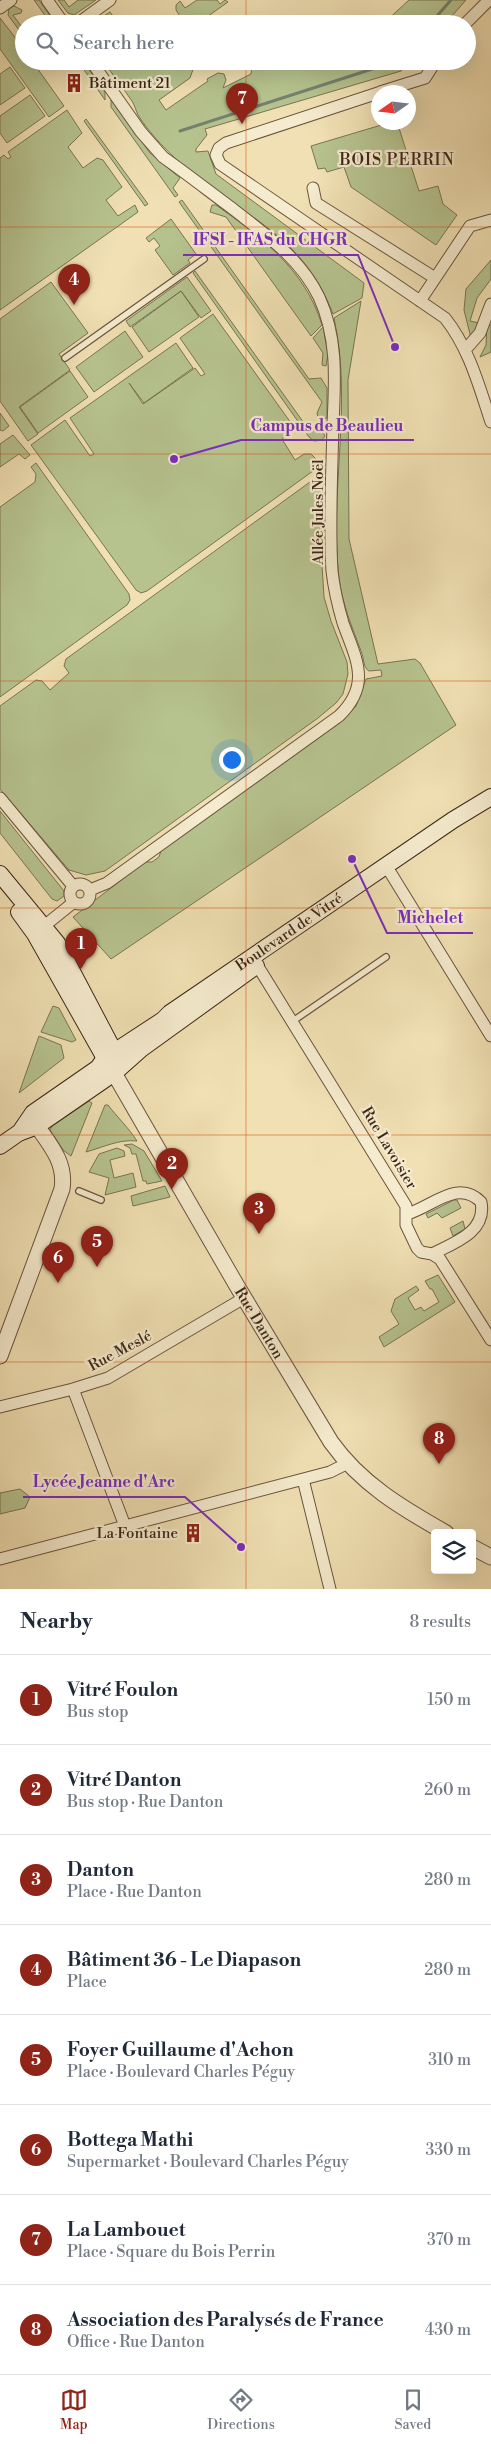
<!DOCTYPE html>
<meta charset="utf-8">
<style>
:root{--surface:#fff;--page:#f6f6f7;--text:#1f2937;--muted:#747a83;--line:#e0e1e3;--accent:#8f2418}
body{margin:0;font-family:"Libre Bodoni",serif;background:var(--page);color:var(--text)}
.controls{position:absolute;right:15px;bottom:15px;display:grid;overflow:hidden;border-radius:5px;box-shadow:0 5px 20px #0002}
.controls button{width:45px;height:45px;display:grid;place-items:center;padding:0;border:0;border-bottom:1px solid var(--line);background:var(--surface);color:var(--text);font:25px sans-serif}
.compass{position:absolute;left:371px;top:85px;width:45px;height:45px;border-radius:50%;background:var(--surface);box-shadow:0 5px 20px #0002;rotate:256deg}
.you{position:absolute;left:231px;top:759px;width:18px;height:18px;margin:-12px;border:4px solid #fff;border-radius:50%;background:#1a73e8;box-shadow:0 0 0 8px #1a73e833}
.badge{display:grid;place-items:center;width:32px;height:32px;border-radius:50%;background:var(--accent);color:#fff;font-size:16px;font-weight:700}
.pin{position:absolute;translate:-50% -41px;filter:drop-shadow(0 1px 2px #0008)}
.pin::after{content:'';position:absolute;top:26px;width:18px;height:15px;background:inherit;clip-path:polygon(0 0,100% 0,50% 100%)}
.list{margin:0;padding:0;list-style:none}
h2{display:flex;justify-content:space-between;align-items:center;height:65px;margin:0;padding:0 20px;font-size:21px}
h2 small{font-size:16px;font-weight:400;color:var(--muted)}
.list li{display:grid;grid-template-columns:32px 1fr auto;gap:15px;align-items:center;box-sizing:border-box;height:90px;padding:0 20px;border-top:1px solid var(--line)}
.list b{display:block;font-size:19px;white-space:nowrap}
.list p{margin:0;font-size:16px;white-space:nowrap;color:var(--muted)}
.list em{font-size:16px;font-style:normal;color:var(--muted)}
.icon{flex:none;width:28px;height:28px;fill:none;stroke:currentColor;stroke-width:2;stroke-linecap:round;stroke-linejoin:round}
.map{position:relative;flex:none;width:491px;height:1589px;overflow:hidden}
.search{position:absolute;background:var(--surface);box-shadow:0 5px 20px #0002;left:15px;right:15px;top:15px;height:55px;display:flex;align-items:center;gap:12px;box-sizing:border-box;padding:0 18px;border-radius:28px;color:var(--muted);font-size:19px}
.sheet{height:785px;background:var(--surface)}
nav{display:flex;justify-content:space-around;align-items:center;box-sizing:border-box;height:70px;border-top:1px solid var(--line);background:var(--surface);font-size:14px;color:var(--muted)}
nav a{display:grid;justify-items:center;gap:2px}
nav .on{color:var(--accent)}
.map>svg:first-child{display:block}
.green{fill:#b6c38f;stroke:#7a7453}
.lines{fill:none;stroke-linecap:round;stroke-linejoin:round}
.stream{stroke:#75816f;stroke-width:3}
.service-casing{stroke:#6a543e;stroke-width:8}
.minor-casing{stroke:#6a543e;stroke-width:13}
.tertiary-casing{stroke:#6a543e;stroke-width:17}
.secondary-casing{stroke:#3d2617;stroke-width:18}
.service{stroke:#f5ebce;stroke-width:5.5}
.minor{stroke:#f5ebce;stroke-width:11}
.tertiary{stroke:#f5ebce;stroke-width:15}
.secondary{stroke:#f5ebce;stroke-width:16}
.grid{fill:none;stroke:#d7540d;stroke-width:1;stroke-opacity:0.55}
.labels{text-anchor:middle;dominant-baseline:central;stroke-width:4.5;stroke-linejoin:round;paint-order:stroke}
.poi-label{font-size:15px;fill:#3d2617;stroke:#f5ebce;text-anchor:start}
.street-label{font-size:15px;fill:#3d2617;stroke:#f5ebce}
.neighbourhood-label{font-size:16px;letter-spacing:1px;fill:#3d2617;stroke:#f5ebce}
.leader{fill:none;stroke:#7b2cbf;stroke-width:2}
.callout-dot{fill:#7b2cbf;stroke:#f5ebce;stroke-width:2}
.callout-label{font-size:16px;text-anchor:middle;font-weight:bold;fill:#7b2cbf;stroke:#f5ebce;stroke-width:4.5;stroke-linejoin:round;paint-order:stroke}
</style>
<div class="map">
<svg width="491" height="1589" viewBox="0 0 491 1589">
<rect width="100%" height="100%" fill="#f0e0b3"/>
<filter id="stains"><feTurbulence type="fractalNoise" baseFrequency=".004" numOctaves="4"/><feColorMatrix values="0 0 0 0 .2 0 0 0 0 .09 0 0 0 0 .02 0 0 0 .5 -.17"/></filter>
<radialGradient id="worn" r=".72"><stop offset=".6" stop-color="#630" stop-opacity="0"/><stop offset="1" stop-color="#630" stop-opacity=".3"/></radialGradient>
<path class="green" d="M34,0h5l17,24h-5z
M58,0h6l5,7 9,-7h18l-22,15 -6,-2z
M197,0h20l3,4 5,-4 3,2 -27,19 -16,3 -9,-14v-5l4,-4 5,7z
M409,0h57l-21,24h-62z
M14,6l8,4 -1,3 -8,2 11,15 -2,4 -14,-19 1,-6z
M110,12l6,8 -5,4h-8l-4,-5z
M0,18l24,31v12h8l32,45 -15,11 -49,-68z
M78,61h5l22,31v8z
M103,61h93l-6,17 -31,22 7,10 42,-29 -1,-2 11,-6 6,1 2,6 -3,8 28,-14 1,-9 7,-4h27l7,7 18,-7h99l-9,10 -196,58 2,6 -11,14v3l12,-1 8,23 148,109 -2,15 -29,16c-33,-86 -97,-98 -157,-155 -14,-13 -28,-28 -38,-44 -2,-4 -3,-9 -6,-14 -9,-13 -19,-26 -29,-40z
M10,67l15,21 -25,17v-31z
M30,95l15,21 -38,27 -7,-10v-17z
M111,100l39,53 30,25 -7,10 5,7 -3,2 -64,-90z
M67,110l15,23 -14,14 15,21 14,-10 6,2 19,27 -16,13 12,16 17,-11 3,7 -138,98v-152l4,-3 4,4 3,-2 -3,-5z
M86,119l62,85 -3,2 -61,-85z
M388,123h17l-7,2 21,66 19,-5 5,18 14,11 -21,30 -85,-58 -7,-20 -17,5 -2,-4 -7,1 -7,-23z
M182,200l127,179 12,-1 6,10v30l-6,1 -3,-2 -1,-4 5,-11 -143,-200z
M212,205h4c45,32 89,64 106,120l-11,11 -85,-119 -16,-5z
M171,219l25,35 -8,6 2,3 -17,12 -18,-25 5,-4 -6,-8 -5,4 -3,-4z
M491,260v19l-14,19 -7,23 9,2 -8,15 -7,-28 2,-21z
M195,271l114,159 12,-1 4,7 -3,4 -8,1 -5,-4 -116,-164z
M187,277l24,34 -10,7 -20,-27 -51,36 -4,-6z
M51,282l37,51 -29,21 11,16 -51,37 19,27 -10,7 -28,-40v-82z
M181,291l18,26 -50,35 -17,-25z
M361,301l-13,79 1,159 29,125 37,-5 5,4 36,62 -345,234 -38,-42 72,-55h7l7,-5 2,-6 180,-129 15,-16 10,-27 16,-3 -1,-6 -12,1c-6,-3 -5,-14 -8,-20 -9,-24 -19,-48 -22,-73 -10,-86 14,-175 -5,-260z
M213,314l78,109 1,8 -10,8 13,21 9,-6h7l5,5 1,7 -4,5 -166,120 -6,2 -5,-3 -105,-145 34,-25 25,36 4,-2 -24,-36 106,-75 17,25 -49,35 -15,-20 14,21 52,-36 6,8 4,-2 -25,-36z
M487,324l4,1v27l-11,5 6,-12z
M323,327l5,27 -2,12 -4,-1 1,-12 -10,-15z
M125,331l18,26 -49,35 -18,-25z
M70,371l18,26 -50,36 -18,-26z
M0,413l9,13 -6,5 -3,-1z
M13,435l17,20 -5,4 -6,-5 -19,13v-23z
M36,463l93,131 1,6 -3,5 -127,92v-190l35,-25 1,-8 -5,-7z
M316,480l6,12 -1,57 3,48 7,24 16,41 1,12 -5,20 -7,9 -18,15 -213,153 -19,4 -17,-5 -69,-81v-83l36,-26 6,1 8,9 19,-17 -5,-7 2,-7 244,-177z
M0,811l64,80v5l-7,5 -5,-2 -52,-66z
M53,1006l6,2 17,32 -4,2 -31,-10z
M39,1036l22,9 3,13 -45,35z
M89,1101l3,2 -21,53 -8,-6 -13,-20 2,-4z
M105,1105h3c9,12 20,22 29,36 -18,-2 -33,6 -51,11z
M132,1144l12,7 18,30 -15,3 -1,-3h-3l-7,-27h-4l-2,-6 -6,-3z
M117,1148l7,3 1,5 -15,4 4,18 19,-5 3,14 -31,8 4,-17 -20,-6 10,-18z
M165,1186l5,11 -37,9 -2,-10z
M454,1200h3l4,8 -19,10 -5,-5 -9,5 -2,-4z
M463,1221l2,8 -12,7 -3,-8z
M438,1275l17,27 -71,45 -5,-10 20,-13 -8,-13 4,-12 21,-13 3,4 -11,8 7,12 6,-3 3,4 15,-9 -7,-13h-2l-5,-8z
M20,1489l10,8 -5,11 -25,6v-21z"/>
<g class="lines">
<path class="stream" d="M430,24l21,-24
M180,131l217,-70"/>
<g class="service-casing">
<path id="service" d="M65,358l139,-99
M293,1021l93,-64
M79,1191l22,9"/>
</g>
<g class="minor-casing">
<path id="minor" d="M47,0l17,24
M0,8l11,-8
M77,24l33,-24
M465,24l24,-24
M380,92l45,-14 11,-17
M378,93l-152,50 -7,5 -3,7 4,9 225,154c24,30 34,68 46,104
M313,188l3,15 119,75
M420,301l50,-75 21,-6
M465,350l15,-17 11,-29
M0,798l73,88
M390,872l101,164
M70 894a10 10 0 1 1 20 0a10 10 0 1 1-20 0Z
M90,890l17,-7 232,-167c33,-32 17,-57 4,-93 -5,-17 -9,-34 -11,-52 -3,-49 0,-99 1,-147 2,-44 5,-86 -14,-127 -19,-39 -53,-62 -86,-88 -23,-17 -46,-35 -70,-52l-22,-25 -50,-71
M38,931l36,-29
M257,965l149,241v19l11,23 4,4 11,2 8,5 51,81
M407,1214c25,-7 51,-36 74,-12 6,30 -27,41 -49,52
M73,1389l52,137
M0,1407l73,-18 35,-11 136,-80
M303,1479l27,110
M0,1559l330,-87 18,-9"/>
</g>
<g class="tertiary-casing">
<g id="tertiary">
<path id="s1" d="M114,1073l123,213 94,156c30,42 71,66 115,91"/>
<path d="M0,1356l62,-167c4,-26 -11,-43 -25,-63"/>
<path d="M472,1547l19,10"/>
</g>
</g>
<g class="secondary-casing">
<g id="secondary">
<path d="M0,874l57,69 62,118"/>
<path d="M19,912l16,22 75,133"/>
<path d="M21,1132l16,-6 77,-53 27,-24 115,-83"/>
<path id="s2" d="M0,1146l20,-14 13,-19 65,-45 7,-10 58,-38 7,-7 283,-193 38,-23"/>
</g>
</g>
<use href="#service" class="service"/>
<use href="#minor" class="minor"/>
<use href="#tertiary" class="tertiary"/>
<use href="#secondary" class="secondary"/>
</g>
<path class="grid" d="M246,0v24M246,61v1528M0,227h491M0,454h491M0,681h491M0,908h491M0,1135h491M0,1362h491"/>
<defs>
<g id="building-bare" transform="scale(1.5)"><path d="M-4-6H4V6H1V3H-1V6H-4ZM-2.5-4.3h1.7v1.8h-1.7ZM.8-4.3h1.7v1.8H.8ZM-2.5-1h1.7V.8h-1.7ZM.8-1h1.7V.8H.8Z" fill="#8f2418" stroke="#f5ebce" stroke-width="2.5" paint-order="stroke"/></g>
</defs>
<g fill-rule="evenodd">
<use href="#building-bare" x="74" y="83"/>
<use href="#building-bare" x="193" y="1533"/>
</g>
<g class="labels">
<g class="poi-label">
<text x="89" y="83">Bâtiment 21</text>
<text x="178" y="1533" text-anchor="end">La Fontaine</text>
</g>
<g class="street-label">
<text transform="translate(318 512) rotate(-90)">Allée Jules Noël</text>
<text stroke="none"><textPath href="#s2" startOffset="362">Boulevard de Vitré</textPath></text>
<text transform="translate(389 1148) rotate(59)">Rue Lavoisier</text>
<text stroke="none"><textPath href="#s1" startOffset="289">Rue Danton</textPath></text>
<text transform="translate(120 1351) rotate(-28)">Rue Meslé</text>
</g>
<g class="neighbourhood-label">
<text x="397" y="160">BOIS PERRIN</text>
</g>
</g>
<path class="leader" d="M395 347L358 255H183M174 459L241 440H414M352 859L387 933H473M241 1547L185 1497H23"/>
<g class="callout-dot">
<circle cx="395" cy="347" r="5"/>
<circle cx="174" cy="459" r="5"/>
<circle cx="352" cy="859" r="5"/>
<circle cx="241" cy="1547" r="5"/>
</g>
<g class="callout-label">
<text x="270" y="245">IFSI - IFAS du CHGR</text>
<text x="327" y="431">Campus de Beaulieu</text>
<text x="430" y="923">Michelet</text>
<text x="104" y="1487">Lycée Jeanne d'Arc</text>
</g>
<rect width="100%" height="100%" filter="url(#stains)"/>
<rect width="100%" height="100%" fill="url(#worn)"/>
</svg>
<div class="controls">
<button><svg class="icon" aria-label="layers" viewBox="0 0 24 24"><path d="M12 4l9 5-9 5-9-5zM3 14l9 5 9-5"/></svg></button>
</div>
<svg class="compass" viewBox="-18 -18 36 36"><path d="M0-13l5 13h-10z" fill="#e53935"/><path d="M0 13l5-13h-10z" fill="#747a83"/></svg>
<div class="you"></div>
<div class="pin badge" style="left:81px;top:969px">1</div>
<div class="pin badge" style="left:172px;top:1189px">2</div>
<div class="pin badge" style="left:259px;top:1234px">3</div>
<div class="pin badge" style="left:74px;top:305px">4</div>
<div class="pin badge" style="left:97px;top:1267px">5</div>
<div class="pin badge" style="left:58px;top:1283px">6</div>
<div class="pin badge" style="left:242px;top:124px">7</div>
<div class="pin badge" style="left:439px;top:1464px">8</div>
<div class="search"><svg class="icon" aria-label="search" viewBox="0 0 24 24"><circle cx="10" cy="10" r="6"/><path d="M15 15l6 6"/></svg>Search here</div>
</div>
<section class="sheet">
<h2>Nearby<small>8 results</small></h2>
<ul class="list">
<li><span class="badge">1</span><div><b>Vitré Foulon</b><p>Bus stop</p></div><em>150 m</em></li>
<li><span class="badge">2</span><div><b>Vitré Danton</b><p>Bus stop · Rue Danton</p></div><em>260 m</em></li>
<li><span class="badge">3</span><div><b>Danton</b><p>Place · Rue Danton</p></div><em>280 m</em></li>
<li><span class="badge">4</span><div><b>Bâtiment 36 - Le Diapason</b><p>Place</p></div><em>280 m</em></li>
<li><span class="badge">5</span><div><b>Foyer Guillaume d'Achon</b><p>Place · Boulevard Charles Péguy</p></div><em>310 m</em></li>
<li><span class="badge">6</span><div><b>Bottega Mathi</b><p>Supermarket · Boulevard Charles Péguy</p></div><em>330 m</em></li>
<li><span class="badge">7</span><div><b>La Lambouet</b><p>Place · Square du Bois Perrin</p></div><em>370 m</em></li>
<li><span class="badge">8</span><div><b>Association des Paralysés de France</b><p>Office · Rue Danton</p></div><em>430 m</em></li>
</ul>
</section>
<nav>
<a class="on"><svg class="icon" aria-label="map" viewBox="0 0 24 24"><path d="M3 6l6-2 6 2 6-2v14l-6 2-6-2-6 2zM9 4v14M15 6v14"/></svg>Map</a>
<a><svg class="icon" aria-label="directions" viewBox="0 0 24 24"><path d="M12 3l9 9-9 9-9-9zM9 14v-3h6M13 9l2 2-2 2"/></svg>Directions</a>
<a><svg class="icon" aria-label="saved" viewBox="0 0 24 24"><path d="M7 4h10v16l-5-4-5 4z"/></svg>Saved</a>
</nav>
□ □ □ □
Requirement:
Output the material above exactly, but only from the line that carries "M316,480l6,12 -1,57 3,48" through the line that carries "M117,1148l7,3 1,5 -15,4".

Response to this exercise:
M316,480l6,12 -1,57 3,48 7,24 16,41 1,12 -5,20 -7,9 -18,15 -213,153 -19,4 -17,-5 -69,-81v-83l36,-26 6,1 8,9 19,-17 -5,-7 2,-7 244,-177z
M0,811l64,80v5l-7,5 -5,-2 -52,-66z
M53,1006l6,2 17,32 -4,2 -31,-10z
M39,1036l22,9 3,13 -45,35z
M89,1101l3,2 -21,53 -8,-6 -13,-20 2,-4z
M105,1105h3c9,12 20,22 29,36 -18,-2 -33,6 -51,11z
M132,1144l12,7 18,30 -15,3 -1,-3h-3l-7,-27h-4l-2,-6 -6,-3z
M117,1148l7,3 1,5 -15,4 4,18 19,-5 3,14 -31,8 4,-17 -20,-6 10,-18z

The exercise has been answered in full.